Despite there being little ECJ case-law, the non-discrimination principle is a strong
one.
It is vital that employing organisations:
Must have clear policies on the use of fixed term and agency temps:
Why are they used? Who makes decisions about their use? What is
the role of HR in their use?
Know the extent to which part-time, fixed term workers have access
to the full range of employee rights and benefits of full-time, permanent
workers. If part-timers and fixed term employees do not have access
to pensions, bonuses, training, etc. and are not included in consultation
processes, why is this? Is there a cogent and compelling reason for
their exclusion? Can it be clearly expressed?
What are the practices as regards the renewal of fixed term contracts?

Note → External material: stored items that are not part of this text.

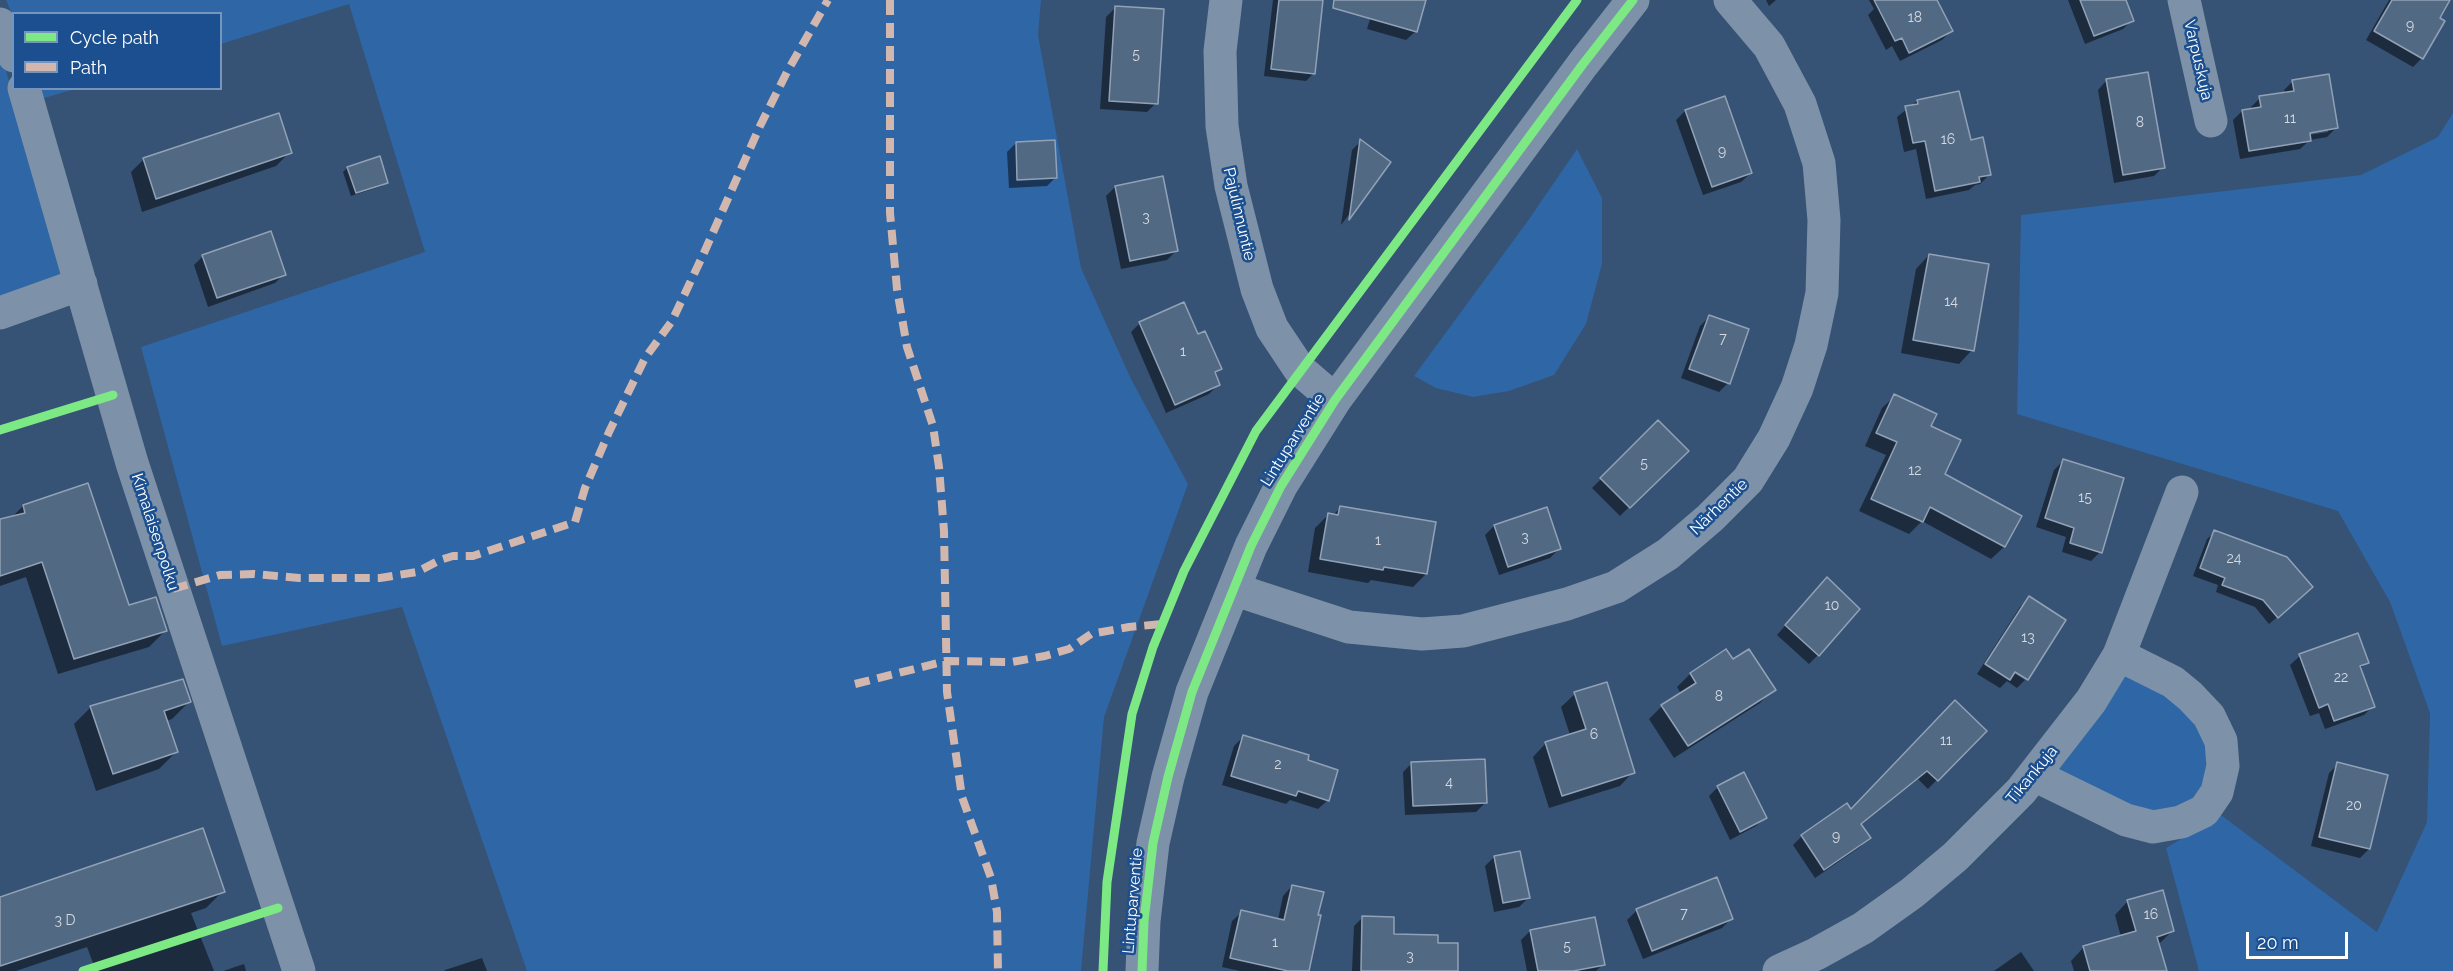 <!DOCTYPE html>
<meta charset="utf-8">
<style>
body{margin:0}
#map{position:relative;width:2453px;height:971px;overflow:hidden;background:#365274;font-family:Raleway,sans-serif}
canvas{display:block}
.legend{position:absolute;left:12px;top:12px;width:210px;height:78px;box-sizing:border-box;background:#1b4f8f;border:2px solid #7695bc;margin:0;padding:8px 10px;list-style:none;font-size:18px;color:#fff}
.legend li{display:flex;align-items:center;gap:12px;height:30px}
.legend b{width:30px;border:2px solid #7695bc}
.scale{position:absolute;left:2246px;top:932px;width:102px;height:27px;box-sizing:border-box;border:3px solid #fff;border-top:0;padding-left:8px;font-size:18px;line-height:21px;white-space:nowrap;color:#fff;-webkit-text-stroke:4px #1b4f8f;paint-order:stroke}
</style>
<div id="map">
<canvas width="2453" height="971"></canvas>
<ul class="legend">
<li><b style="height:8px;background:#7ce984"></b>Cycle path</li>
<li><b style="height:8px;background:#d1b7ad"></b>Path</li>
</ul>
<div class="scale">20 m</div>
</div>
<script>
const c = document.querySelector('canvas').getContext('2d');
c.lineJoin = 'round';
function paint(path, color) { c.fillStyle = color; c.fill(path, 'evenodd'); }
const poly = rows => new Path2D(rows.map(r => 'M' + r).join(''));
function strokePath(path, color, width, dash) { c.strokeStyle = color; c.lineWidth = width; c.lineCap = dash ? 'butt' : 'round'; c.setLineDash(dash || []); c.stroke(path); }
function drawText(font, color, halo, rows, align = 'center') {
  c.font = font + ' Raleway,sans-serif'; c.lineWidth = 5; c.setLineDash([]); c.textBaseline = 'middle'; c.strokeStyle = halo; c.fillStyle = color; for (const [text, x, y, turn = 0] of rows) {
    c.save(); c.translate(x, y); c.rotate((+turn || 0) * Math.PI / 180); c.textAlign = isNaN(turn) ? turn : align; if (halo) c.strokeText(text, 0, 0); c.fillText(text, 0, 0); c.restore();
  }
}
const green = poly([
 [6,0,1041,0,1038,35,1081,268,1131,379,1188,484,1104,717,1081,971,527,971,402,607,222,646,141,347,425,252,349,4,221,44,220,14,14,14,13,17],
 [0,51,68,275,0,299],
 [38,88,75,89,41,99],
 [2453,113,2453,971,2199,971,2166,848,2221,815,2377,932,2427,822,2430,713,2390,602,2338,511,2017,414,2021,215,2361,175,2438,137],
 [1577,149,1602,198,1602,264,1586,324,1554,375,1509,391,1473,397,1436,388,1414,376,1527,222],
 [2125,665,2206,719,2214,789,2153,823,2049,771]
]);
const shadow = poly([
 [1273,0,1322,0,1314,73,1306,81,1264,76],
 [1376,0,1424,0,1416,31,1406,40,1367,29],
 [1766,0,1776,0,1769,6],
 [1869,0,1927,0,1951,31,1942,40,1900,61,1892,46,1886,50,1868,15,1874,9],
 [2068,0,2124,0,2132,20,2123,29,2085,44],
 [2389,0,2448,0,2422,58,2413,67,2366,40],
 [1115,8,1156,103,1147,112,1100,109,1106,17],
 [2107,80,2163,167,2154,176,2114,183,2098,90],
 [2293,81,2336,128,2327,137,2310,140,2300,149,2240,159,2233,120,2242,111,2251,110,2251,107,2260,98,2285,94,2284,90],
 [2328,128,2328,132,2303,136,2302,133],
 [1917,101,1970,142,1989,175,1980,184,1975,185,1969,190,1926,199,1916,149,1904,152,1897,117],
 [1685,111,1751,173,1741,182,1703,195,1676,120],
 [1361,141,1389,162,1341,225,1352,150],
 [1016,143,1056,177,1047,186,1009,188,1007,152],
 [290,152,276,166,142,212,131,172,144,159],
 [379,158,386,182,382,186,351,196,343,172,347,168],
 [1115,187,1176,251,1167,260,1121,269,1106,196],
 [1929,255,1972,350,1959,364,1901,353,1916,269],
 [203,256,284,274,275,283,208,307,194,265],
 [1709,317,1728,383,1719,392,1681,378,1700,326],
 [1140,323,1197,336,1220,369,1214,375,1218,385,1209,394,1166,413,1131,332],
 [1895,396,1929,427,1943,475,2020,517,2004,547,1991,559,1922,521,1909,534,1859,511,1886,455,1865,446,1882,408],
 [1658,422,1686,451,1620,516,1592,488],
 [2063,461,2100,552,2091,561,2062,552,2066,537,2036,527,2054,470],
 [23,506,128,607,166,630,149,647,58,674,26,577,0,586,0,521,11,518],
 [1340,508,1426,574,1413,587,1371,580,1368,583,1308,572,1315,528,1328,515,1333,515],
 [1494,526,1559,549,1550,558,1499,575,1485,535],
 [2215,532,2304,595,2269,624,2255,607,2216,592,2218,585,2193,576,2207,539],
 [1818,588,1818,655,1809,664,1777,635],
 [2029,598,2008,669,2025,680,2017,688,2007,681,2000,688,1977,674,2020,607],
 [2357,635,2367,662,2359,670,2373,706,2364,715,2325,729,2319,713,2310,716,2290,665,2300,656],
 [1726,651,1732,661,1774,689,1760,703,1674,758,1649,719,1662,706,1681,694,1677,687,1690,674],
 [1575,694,1633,772,1620,786,1549,808,1533,757,1546,743,1570,735,1561,707],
 [189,702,172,719,166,721,176,752,159,769,96,791,74,724,91,707],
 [1984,731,1928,789,1918,779,1860,825,1869,838,1860,847,1815,878,1793,845,1802,836,1847,806,1850,811],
 [1243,737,1306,761,1328,800,1318,809,1290,800,1286,804,1222,785,1234,746],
 [1412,763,1485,803,1476,812,1405,815,1403,772],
 [2338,764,2369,849,2360,858,2311,846,2329,773],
 [1718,787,1765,817,1756,826,1730,840,1709,796],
 [1494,857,1528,898,1519,907,1494,912,1485,866],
 [1716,879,1731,919,1722,928,1643,959,1627,920,1636,911],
 [1292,886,1308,971,1240,971,1222,967,1232,921,1242,912,1278,920,1283,896],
 [223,891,206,908,191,913,214,971,96,971,87,947,16,971,0,971,0,899],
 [2128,901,2172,931,2159,944,2165,971,2074,971,2071,961,2084,947,2121,937,2115,915],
 [1363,917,1392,935,1437,944,1456,971,1352,971,1354,926],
 [1530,931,1603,964,1596,971,1527,971,1521,940],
 [2021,952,2034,971,1994,971],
 [482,958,487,971,444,971,445,970],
 [244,964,246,971,223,971]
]);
const building = poly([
 [1279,0,1323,0,1315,74,1271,69,1279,0],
 [1334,0,1426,0,1417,32,1333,8,1334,0],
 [1874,0,1937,0,1953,31,1909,53,1902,38,1895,41,1874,0],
 [2080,0,2126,0,2134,21,2094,36,2080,0],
 [2392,0,2450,0,2440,18,2445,21,2423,59,2374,31,2392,0],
 [1115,6,1164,9,1158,104,1109,101,1115,6],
 [2148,72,2165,168,2123,175,2106,79,2148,72],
 [2329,74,2338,128,2310,133,2311,141,2249,151,2242,110,2261,107,2259,96,2294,91,2292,80,2329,74],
 [1959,91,1971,140,1983,137,1991,175,1979,177,1980,182,1935,191,1925,141,1913,143,1905,106,1918,104,1917,100,1959,91],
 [1725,96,1752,173,1712,187,1685,110,1725,96],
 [279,113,292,153,156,199,143,158,279,113],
 [1360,139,1391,162,1349,220,1360,139],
 [1055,140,1057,178,1017,180,1016,142,1055,140],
 [380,156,388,183,356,193,347,167,380,156],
 [1163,176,1178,251,1130,261,1115,186,1163,176],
 [271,231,286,275,217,298,202,255,271,231],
 [1929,254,1989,264,1974,351,1913,340,1929,254],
 [1184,302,1198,334,1205,331,1222,369,1215,372,1220,385,1175,405,1139,322,1184,302],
 [1709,315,1749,329,1730,384,1689,369,1709,315],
 [1894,394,1937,414,1931,426,1961,440,1945,474,2022,516,2005,547,1930,507,1923,522,1871,499,1897,442,1876,433,1894,394],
 [1658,420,1689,451,1630,508,1600,478,1658,420],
 [2063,459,2124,478,2102,553,2070,543,2074,528,2045,518,2063,459],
 [88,483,129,605,156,597,167,631,74,659,42,562,0,576,0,519,25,513,23,505,88,483],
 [1340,506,1436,522,1427,574,1384,567,1383,570,1320,559,1328,513,1338,515,1340,506],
 [1547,507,1561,549,1508,567,1494,525,1547,507],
 [2214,530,2287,557,2313,587,2278,618,2263,600,2222,585,2225,578,2200,568,2214,530],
 [1827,577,1860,609,1819,656,1785,625,1827,577],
 [2029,596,2066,620,2028,680,2015,672,2010,680,1985,664,2029,596],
 [2358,633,2369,663,2360,666,2375,707,2334,721,2328,704,2319,708,2299,654,2358,633],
 [1726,649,1733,659,1749,649,1776,690,1688,746,1661,705,1696,683,1690,673,1726,649],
 [183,679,191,702,164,711,178,752,113,774,90,706,183,679],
 [1607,682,1635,773,1562,796,1545,742,1586,729,1574,692,1607,682],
 [1955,700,1987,731,1938,781,1927,771,1861,824,1871,838,1824,870,1801,835,1847,803,1851,809,1955,700],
 [1243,735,1309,755,1308,760,1338,770,1329,801,1298,791,1296,796,1231,776,1243,735],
 [1485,759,1487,803,1413,806,1411,762,1485,759],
 [2337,762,2388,775,2370,849,2319,837,2337,762],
 [1744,772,1767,818,1740,832,1717,786,1744,772],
 [203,828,225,892,0,966,0,897,203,828],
 [1520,851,1530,898,1503,903,1494,856,1520,851],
 [1717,877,1733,919,1652,951,1636,909,1717,877],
 [1292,885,1324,892,1318,915,1321,915,1309,971,1288,971,1230,958,1241,910,1284,920,1292,885],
 [2163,890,2174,931,2157,937,2167,971,2090,971,2083,946,2136,931,2127,900,2163,890],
 [1362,916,1394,917,1394,934,1438,935,1438,943,1458,943,1458,971,1361,971,1362,916],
 [1595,917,1605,965,1573,971,1538,971,1530,930,1595,917]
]);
const minor = poly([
 [1226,0,1220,51,1222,126,1231,186,1257,289,1272,328,1300,370,1335,400],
 [2184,0,2211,121],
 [0,24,7,37,14,56],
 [24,88,132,463,299,971],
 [0,313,81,284],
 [1236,590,1349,627,1422,634,1463,631,1567,604,1616,587,1668,554,1710,518,1748,480,1774,438,1797,388,1811,345,1822,293,1824,220,1819,163,1800,104,1769,46,1730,0],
 [2034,775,2126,820,2153,827,2181,822,2204,811,2217,792,2223,766,2221,741,2209,716,2190,696,2173,682,2119,655],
 [1142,971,1144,921,1153,843,1168,777,1192,692,1251,546,1281,486,1335,400,1583,64,1633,0],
 [1779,971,1816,954,1863,928,1912,893,1955,857,2021,791,2091,701,2119,655,2182,492]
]);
const quiet = poly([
 [890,0,890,213,897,289,907,347,933,426,939,467,944,531,947,692,962,797,991,878,997,912,998,971],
 [173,589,220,575,254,574,299,578,380,578,417,572,440,560,453,556,473,556,575,522,585,488,609,432,645,358,672,321,703,255,760,126,787,72,828,0],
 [855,684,946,661,1012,662,1045,656,1069,649,1091,634,1129,627,1162,624]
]);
const cycleway = poly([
 [0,430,113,395],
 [83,971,278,908],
 [1103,971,1107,882,1132,714,1153,647,1184,571,1256,431,1577,0],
 [1142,971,1144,921,1153,843,1168,777,1192,692,1251,546,1281,486,1335,400,1583,64,1633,0]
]);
const numberNames = [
 ["18",1915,18],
 ["9",2410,26],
 ["5",1136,55],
 ["11",2290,119],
 ["8",2140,123],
 ["16",1948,140],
 ["9",1722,152],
 ["3",1146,218],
 ["14",1951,302],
 ["7",1723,339],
 ["1",1183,352],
 ["5",1644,464],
 ["12",1915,471],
 ["15",2085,498],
 ["3",1525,538],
 ["1",1378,541],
 ["24",2234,559],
 ["10",1832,606],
 ["13",2028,638],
 ["22",2341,678],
 ["8",1719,697],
 ["6",1594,735],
 ["11",1946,741],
 ["2",1278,765],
 ["4",1449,783],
 ["20",2354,806],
 ["9",1836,837],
 ["7",1684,914],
 ["16",2151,915],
 ["3 D",65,921],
 ["1",1275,943],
 ["5",1567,947],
 ["3",1410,957]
];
const streetNames = [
 ["Varpuskuja",2198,60,77],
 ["Pajulinnuntie",1239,214,77],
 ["Lintuparventie",1293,440,-58],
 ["Närhentie",1719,507,-44],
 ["Kimalaisenpolku",155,532,72],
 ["Tikankuja",2032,775,-50],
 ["Lintuparventie",1133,901,-85]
];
paint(green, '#2f66a5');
paint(shadow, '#0007');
paint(building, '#526984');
strokePath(building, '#92a2b6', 1.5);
strokePath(minor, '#7d92a8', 33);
strokePath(quiet, '#d1b7ad', 8, [15, 8]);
strokePath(cycleway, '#7ce984', 9);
drawText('14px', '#d4dae0', null, numberNames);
drawText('16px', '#fff', '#1b4f8f', streetNames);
</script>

Might practices be seen as abuse of such workers? Is the organisation
geared up for the conversion of a fixed term contract to a permanent
one? If the organisation is not inclined to renew an FTC or convert
one, are there objective justifications for not so doing? Are workers
advised of permanent vacancies?
As regards the use of temps, how is this regulated within the organisation? Are managers aware of both current legal provisions and the
new laws from the EU? What are current practices regarding access
to social facilities and is there a policy to select an agency that provides
permanent contracts of employment for temps? What are the provisions for identifying the going rate for a comparator employee at
the enterprise? Are they counted for consultation processes? Are
you sure about their protection in terms of health and safety?
More generally, is there a need to develop a policy for the use of temps
(or, indeed, atypical employment generally)? Has there been an
assessment of the impact of the 2010 Regulations and should changes
be made to current practices?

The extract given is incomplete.